I’m glad people are finally noticing LLM translators will just make plausible sentences the fuck up when they’re fed anything but a perfect source to translate, which makes them exhausting and damaging for language learning and a variety of other situations where you’re expected to actually, you know, use the fucking language for anything but a highly inaccurate skim

thank fuck all the language learning companies didn’t jump onto the LLM train, right?

…right?

@zzt Machine translation has never been good enough for prod. It was only for personal use. I use websites in English because the Chinese translations are usually awkward and baffling. What blows my mind is that LLM translations are worse, but now companies are bragging about using it. They didn't brag about using machine translation because that was embarrassing.

@robinsyl @zzt

Most "freely" available machine translation engines have never been good enough, but purpose-built language pair engines (like say DeepL's "classic" backend, RWS, Lionbridge) have been "good enough" for years (well before this current LLM craze).

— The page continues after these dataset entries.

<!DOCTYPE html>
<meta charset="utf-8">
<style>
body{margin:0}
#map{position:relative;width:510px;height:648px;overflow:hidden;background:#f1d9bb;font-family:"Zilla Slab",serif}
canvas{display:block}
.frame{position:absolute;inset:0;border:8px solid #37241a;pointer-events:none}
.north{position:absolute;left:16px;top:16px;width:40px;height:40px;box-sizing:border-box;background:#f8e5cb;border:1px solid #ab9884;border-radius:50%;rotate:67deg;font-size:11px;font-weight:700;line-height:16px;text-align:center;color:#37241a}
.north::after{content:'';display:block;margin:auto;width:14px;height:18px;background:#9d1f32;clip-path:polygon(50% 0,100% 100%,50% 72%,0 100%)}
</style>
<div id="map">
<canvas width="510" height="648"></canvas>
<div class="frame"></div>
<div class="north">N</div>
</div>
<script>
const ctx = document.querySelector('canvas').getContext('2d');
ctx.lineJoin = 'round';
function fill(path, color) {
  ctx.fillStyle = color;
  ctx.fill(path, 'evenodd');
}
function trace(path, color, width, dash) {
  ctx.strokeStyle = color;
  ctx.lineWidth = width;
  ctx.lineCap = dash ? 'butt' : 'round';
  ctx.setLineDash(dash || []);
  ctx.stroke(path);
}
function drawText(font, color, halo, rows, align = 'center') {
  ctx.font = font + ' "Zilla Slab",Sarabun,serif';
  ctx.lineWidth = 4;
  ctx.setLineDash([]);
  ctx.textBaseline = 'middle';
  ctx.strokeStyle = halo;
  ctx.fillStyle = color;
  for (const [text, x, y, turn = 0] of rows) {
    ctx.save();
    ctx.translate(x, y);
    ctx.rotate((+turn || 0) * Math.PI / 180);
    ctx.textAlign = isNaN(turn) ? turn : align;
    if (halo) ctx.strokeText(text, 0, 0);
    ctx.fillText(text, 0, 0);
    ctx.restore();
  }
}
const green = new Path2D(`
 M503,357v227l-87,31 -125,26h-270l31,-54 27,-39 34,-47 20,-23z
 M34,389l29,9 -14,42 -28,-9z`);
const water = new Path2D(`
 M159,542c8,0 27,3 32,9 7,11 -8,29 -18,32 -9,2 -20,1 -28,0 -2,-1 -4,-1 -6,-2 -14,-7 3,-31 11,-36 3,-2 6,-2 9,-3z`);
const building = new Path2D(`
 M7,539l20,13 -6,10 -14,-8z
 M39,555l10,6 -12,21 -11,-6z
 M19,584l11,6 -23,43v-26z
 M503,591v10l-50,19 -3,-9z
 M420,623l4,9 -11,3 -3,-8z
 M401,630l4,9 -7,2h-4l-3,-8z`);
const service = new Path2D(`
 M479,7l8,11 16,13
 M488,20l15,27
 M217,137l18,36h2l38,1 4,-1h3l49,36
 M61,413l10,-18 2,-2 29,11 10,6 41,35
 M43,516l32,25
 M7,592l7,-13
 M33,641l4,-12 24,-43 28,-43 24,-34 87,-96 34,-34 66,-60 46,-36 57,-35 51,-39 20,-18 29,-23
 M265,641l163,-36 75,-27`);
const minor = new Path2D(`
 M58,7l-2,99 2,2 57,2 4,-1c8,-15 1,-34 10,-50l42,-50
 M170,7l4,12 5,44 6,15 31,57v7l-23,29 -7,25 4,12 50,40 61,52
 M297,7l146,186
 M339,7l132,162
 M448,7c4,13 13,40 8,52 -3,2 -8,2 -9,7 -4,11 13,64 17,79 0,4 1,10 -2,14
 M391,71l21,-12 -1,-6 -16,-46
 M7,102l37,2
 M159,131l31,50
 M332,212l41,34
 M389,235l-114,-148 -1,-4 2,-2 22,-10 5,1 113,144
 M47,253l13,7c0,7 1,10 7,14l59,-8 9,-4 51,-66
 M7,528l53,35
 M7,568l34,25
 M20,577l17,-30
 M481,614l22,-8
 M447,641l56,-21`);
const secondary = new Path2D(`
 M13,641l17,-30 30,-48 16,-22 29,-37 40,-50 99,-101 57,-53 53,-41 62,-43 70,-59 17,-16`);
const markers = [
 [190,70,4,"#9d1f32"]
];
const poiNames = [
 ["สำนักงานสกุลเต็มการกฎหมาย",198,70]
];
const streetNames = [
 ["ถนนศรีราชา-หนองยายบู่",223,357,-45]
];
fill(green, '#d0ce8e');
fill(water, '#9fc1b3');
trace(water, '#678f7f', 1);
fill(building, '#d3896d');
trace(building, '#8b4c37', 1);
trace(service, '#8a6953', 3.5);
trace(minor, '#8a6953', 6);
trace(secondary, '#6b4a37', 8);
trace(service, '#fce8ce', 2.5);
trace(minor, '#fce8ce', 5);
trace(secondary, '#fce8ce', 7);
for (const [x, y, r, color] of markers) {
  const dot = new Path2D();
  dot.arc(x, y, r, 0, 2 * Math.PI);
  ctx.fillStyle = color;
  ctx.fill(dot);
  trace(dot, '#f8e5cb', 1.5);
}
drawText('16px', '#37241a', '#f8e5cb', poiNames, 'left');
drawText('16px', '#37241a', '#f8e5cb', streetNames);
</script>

Yes, I wouldn't trust ChatGPT to translate one of my technical documents into Chinese, that would be a bunch of gibberish. But the good engines are the ones you still pay comparable-to-humans $/word for.

1/

@robinsyl @zzt

And we DO check, IF we have the luxury of $ and time for a human proofreader.
If we ARE lucky enough to get downstream review in the target language we sometimes do a blind test; translate the same thing with the machine and a human; frequently the two are similar level of "not perfect, but good enough; technically correct, conveys the right information." They just make different mistakes.
2/

@robinsyl @zzt

The Machine tends to always fall back on a literal translation so it fumbles on colloquialisms and commonly understood phrases; also if we're using dictionaries or translation glossaries to overrule default literal translations, it tends to mangle the surrounding grammar, like tenses or genders. A human wouldn't do that, but in particularly technical content we have to explain to the humans what a whidgaflam is.
3/

@robinsyl @zzt

And we may not always get the same human next time so we have to explain _again_ (this too can be assuaged by glossaries, but those come with their own problems.)

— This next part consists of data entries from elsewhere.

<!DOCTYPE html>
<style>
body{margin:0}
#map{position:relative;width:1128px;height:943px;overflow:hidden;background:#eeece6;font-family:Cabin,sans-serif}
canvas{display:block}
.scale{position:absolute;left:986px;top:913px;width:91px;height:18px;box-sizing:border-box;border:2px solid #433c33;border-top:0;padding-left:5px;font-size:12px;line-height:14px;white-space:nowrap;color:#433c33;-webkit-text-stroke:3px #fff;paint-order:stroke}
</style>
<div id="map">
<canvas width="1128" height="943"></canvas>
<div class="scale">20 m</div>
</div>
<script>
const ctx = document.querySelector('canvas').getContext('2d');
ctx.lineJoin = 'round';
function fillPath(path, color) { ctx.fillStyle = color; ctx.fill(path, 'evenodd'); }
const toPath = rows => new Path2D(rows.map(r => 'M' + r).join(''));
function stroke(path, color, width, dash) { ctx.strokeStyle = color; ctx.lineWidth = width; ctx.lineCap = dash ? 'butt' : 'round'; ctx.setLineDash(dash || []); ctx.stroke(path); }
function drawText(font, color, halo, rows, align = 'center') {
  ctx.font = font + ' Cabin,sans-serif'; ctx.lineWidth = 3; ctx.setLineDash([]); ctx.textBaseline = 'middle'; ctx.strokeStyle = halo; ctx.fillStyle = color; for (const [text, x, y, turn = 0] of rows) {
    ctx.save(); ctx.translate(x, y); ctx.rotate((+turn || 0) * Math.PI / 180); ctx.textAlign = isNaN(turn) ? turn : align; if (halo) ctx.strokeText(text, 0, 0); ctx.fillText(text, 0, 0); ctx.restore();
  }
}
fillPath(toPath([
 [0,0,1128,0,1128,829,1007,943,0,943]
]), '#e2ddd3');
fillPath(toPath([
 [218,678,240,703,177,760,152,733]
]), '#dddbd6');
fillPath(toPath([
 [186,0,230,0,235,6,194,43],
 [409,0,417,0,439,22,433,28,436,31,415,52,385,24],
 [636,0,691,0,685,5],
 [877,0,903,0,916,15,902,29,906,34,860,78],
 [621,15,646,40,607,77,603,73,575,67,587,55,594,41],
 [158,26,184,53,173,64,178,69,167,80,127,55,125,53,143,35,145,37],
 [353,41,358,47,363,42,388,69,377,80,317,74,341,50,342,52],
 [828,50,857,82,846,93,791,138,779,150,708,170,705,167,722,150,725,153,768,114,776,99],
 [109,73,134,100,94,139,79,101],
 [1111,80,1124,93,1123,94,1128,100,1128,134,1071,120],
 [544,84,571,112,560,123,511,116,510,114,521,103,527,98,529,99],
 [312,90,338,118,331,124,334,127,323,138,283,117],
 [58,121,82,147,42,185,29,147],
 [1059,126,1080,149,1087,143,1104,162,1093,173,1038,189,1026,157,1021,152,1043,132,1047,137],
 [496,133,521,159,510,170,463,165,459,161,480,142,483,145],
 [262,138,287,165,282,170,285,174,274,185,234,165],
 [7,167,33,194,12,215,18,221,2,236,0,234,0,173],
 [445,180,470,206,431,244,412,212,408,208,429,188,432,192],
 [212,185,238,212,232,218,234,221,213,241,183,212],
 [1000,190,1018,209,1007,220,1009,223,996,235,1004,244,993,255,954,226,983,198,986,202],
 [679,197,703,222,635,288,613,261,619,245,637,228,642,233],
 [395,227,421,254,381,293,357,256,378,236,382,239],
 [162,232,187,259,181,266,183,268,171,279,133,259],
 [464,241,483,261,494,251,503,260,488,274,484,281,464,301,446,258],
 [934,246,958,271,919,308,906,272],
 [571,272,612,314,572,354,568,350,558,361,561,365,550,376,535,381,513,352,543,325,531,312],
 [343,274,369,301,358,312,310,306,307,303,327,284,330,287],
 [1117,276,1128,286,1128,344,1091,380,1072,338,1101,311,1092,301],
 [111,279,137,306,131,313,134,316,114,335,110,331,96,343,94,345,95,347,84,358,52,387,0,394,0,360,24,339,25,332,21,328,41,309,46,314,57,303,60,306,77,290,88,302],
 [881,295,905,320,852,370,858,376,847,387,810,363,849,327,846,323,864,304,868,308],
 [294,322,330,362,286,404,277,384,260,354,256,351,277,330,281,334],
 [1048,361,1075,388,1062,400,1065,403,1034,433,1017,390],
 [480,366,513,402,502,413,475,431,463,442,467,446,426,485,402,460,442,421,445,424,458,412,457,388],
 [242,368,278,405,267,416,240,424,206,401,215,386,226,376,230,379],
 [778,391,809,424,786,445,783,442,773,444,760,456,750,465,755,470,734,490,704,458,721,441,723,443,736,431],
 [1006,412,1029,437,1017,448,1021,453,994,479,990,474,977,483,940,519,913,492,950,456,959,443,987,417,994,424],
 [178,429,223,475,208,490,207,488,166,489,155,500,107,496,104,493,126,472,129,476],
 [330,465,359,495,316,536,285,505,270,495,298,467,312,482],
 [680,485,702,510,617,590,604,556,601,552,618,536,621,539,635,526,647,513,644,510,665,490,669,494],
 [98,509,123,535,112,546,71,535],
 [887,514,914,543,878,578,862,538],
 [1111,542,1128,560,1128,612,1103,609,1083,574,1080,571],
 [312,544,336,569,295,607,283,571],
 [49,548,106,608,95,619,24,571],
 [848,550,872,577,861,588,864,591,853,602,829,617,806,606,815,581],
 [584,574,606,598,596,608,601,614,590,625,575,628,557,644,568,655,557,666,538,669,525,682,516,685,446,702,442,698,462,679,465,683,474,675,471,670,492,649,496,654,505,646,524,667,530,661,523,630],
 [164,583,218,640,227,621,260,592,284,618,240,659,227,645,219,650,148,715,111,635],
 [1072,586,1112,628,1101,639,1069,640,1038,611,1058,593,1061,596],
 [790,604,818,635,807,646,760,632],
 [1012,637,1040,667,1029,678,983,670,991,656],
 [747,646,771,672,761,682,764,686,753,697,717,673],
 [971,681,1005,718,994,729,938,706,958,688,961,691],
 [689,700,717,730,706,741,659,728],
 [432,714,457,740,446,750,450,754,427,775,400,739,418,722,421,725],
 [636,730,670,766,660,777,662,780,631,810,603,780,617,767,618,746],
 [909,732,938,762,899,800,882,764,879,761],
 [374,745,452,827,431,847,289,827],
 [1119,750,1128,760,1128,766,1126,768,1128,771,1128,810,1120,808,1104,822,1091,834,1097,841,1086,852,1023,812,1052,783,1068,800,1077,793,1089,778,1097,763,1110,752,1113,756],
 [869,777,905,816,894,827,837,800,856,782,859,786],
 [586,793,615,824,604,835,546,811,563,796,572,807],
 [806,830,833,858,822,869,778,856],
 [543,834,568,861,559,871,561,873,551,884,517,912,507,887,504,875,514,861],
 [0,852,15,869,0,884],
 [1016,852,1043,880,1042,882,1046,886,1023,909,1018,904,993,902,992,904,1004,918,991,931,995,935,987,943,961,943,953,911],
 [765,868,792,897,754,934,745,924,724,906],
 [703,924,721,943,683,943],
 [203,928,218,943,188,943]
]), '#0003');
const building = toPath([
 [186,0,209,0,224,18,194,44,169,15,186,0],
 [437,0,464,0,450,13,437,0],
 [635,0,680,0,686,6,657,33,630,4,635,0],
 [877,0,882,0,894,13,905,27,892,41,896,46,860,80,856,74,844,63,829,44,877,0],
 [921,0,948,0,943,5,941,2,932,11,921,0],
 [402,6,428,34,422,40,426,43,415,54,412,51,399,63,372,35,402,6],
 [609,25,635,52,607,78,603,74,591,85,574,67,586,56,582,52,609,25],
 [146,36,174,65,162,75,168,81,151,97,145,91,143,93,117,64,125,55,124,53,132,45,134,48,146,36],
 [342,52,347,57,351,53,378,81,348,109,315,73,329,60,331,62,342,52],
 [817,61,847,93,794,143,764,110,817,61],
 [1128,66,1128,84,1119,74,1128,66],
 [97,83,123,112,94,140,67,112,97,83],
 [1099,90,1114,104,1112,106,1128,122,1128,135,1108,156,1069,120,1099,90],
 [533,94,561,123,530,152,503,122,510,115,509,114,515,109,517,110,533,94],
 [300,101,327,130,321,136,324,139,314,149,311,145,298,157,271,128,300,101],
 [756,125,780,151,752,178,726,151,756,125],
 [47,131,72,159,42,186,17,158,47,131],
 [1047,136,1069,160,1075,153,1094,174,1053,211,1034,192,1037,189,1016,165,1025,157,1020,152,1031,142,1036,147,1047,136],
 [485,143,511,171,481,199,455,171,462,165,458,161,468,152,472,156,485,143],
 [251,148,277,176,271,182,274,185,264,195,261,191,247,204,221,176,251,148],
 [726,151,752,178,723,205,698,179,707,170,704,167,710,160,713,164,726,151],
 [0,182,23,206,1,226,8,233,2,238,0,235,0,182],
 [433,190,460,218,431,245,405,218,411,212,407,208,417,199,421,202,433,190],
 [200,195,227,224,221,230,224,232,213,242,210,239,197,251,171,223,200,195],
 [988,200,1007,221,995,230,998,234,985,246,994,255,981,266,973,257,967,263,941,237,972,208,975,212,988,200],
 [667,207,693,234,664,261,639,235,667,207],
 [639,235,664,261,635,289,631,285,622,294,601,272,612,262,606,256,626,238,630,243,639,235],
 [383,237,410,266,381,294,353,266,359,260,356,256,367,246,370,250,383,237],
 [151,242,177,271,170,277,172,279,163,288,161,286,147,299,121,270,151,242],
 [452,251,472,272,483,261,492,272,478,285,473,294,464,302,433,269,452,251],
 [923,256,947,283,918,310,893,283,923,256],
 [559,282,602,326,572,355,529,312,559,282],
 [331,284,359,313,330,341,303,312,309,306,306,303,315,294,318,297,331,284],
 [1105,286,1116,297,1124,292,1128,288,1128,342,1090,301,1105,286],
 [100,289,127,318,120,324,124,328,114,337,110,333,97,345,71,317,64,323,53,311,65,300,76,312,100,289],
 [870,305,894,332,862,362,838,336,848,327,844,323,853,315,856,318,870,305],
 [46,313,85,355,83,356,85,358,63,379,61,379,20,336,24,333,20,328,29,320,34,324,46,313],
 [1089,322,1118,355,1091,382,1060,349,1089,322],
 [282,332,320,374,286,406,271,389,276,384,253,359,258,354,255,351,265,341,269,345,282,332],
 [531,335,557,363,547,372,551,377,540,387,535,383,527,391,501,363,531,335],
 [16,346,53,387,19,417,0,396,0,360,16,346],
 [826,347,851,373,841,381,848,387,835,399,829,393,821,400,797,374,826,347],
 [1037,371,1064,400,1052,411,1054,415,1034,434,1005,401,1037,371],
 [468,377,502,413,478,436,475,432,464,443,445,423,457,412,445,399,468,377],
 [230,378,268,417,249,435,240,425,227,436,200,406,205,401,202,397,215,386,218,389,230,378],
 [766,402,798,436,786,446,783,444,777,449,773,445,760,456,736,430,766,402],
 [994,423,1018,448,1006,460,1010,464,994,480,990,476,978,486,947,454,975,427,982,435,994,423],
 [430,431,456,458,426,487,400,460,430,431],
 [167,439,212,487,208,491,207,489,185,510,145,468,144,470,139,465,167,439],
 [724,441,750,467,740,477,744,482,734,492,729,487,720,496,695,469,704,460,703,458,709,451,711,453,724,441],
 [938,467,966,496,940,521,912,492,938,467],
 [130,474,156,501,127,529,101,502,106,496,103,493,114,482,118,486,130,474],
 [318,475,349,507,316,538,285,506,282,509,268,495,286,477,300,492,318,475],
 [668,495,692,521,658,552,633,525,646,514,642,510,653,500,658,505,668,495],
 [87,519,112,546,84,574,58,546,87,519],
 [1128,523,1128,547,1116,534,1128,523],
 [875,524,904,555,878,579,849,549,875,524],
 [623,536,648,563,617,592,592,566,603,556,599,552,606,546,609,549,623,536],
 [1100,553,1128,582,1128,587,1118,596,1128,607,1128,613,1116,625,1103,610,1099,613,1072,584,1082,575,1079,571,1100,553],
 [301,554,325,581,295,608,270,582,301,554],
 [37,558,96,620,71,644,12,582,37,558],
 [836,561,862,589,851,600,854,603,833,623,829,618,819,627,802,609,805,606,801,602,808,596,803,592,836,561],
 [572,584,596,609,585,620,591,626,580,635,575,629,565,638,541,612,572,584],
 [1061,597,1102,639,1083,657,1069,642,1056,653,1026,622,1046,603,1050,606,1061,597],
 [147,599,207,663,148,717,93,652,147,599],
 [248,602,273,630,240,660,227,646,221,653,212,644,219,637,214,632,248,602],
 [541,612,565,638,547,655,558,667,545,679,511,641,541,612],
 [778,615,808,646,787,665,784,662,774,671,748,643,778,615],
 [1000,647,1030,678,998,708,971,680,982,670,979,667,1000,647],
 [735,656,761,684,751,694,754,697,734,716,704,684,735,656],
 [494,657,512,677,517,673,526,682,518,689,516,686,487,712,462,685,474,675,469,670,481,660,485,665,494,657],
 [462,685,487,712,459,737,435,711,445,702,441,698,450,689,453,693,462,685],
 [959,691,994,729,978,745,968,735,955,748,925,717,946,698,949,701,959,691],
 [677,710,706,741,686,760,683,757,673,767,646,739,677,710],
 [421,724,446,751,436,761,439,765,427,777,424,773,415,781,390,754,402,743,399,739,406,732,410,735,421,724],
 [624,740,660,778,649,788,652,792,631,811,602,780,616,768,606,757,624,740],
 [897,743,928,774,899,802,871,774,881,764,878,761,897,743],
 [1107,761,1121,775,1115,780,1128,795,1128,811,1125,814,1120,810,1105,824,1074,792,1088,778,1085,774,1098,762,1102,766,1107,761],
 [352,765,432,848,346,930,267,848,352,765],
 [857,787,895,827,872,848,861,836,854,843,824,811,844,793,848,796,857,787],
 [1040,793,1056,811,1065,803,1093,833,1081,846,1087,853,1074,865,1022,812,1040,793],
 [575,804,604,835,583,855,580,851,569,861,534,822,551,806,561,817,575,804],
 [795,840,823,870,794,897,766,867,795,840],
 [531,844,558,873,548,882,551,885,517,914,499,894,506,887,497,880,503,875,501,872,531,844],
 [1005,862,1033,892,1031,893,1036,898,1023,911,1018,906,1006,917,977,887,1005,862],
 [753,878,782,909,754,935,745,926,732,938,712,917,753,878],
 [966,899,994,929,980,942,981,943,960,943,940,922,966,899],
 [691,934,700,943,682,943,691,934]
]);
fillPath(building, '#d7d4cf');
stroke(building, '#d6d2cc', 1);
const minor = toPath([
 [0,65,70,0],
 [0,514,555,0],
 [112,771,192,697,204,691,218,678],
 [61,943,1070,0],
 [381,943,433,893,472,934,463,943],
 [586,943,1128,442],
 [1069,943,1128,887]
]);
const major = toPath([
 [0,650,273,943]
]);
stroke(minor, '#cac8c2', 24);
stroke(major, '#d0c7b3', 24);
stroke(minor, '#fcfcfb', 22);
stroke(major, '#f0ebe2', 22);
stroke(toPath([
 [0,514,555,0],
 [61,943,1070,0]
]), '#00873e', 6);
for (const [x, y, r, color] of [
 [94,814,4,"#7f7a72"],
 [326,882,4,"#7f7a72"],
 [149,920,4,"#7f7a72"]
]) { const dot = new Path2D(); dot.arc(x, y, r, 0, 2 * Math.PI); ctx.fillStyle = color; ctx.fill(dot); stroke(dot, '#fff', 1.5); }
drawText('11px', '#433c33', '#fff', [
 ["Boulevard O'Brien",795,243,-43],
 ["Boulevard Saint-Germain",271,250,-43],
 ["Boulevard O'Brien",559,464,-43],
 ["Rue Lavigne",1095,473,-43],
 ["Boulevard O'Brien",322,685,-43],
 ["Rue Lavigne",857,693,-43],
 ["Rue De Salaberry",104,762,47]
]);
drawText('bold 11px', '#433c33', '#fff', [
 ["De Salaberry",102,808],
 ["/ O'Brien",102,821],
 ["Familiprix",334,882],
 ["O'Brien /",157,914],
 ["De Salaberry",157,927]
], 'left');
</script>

But yeah, fundamentally whether you use cheap LLMs, GOOD LLMs or humans, if you're not proofreading with a target langauge specialist in your field you're gonna get questionable results no matter what.

4/

@robinsyl @zzt

Sometimes we don't care - if a customer's country has language laws saying you MUST have a manual in French, but everyone knows the operators all know english, maybe we'll skip the proofreaders because noone is gonna ever read that manual. But manual_fr-FR.pdf checks a box.
IF we're trying to land our first customer in Japanese and its a big system sale, you bet your ass we're having a proofreader review all 400 pages.
5/

@robinsyl @zzt

one thing MT is really good at, is speed. I can rinse 20 new/changed pages through MT and back into my CMS in an hour. With humans I gotta get a quote, cut an invoice, another PM schedules me in two weeks from now.. ugh.

In anycase, if any of these learn-to-speak services have switched to use MT instead of human curated content, ugh, that is gonna suck. The "classic" MTs were pretty good, but you get what you pay for $$. The "new" LLM MTs: probably a bunch of hot garbage.